**What this task involves**
The output should be all lines of the entries below in which the word "function" occurs.

**Working data**

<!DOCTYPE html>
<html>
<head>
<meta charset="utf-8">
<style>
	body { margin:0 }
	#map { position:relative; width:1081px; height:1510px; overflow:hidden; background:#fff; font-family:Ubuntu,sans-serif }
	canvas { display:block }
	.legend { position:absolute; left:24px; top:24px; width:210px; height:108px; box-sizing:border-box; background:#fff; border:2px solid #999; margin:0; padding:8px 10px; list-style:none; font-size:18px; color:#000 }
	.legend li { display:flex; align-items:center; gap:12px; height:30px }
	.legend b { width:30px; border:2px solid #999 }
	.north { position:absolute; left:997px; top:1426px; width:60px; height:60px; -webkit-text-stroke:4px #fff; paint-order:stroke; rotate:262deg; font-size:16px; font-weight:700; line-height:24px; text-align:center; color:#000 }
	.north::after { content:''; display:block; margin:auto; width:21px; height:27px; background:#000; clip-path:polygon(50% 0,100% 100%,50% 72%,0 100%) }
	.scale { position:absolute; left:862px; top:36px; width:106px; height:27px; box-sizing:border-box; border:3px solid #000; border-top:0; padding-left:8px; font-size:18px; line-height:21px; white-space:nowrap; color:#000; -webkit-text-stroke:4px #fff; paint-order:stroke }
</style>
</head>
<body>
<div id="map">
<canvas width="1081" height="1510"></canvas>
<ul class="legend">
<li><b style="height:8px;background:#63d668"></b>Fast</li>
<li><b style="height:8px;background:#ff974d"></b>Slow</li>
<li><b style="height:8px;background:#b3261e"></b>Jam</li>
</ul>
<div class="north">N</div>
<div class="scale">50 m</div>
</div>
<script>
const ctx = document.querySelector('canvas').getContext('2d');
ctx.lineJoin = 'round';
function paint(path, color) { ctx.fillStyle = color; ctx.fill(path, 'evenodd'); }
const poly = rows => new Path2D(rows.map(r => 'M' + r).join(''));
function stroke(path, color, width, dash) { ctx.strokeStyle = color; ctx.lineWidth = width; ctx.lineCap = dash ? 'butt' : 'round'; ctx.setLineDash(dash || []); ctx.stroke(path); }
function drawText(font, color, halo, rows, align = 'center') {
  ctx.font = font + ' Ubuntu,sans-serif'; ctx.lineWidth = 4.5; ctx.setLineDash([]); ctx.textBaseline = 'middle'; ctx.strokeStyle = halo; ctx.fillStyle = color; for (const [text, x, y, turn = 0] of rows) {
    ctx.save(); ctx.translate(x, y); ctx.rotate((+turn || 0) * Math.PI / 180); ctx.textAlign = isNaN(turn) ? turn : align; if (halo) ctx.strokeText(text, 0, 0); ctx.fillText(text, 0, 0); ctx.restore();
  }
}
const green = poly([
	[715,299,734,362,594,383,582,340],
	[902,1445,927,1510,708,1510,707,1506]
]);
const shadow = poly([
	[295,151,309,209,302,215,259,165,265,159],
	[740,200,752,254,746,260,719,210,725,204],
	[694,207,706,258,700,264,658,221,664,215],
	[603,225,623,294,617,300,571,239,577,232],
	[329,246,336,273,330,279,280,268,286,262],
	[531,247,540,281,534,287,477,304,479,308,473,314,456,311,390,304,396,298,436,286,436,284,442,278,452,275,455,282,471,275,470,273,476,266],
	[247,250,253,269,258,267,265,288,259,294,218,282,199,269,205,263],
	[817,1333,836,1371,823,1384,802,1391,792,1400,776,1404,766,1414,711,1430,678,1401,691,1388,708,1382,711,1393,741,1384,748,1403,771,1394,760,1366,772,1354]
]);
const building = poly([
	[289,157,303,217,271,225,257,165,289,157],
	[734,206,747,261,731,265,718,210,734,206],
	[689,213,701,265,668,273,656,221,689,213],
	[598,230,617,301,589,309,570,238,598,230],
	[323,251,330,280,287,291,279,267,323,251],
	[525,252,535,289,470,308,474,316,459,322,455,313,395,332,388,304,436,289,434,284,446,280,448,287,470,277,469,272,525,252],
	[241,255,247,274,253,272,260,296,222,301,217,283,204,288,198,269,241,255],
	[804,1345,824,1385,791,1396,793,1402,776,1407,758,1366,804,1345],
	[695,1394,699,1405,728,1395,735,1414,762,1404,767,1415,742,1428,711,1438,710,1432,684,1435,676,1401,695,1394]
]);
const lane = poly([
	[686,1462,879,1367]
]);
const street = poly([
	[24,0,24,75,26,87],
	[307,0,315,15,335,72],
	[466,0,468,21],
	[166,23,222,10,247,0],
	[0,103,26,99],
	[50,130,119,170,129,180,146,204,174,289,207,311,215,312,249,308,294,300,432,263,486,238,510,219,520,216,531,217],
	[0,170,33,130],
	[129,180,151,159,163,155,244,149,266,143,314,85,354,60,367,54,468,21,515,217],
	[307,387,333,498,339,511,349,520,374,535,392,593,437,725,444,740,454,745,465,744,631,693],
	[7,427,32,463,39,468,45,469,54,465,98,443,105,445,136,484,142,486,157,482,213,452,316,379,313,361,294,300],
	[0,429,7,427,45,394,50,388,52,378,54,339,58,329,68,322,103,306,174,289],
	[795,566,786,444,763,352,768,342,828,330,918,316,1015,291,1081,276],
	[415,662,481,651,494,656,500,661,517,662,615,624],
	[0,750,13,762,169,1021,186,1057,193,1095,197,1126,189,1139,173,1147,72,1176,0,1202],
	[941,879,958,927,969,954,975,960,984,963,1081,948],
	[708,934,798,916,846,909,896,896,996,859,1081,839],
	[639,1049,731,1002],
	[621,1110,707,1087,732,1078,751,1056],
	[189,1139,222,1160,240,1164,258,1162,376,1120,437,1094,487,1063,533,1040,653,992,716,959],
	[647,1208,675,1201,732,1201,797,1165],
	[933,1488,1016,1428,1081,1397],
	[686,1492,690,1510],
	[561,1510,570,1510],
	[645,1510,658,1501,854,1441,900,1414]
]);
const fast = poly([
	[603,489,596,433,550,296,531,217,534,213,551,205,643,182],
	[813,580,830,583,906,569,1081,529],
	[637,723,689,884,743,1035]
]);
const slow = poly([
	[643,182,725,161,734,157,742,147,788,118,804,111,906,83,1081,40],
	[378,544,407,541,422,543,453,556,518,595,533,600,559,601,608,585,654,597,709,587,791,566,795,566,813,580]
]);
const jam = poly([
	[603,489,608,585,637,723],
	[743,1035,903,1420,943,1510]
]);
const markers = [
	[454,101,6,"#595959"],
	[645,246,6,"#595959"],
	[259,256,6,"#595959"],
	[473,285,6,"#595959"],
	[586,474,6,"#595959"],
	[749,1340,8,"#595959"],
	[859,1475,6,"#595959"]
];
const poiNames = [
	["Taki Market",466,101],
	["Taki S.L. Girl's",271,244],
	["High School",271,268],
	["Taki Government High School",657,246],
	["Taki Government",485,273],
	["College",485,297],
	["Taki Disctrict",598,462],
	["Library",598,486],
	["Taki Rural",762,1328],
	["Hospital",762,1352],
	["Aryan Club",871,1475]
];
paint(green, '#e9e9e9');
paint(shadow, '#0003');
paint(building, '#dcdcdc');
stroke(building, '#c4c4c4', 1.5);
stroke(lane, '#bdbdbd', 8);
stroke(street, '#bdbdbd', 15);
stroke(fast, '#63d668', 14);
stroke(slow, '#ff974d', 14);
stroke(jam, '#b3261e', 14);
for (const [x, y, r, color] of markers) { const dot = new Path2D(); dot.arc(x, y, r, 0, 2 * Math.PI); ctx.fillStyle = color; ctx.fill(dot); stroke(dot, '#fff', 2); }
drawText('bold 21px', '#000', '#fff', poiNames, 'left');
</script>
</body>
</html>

**Exercise result**
function paint(path, color) { ctx.fillStyle = color; ctx.fill(path, 'evenodd'); }
function stroke(path, color, width, dash) { ctx.strokeStyle = color; ctx.lineWidth = width; ctx.lineCap = dash ? 'butt' : 'round'; ctx.setLineDash(dash || []); ctx.stroke(path); }
function drawText(font, color, halo, rows, align = 'center') {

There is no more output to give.